= Act on Product Safety of Electrical Appliances and Materials =

Law governing electrical appliance safety in Japan

PSE Symbol

The PSE law (PSE法, PSE hō) is the law that governs electrical appliance safety in Japan. PSE stands for Product Safety Electrical Appliance & Material. The formal name is Denki Yōhin Anzenhō (電気用品安全法). The most recent revision comes April 1, 2001. The PSE symbol can be found on appliances that are approved for use in Japan.

DENAN is a mandatory national law administered by Japan's Ministry of Economy, Trade and Industry (METI), which was formerly called the Electrical Appliance and Material Control Law (“DENTORI”).

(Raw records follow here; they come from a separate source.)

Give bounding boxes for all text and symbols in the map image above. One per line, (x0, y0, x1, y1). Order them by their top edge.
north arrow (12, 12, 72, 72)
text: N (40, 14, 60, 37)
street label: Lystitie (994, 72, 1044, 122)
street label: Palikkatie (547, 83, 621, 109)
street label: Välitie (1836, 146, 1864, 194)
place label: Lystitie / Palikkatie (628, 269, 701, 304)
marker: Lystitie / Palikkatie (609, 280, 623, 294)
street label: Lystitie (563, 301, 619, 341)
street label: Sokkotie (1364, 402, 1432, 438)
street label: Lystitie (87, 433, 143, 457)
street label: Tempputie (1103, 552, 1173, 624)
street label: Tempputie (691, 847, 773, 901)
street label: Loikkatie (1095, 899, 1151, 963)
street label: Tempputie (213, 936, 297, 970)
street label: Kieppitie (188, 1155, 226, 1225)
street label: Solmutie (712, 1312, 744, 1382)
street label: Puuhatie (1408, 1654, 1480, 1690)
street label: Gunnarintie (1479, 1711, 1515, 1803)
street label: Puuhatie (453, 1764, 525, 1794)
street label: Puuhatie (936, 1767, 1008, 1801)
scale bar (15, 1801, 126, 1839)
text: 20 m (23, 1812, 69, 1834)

For electrical appliances such as DC Power Supplies exported to Japan, the DENAN “DENAN symbol” approval is required.

AC/DC power supplies are considered a "Category A" product with means they are specified products and require a diamond PSE Mark for use in Japan. These specified electrical appliances are either required to undergo third-party conformity assessment, and obtain their certificate, or obtain “the equivalent of a certificate” through the manufacturers of the specified electrical appliances concerned. The Notifying Supplier (importer) is responsible for ensuring that the product is tested in accordance with the requirements by a RCAB (or “Registered Conformity Assessment Body”).

PSE rated power supplies are characterized by classes and ratings ranges rather than specific model numbers.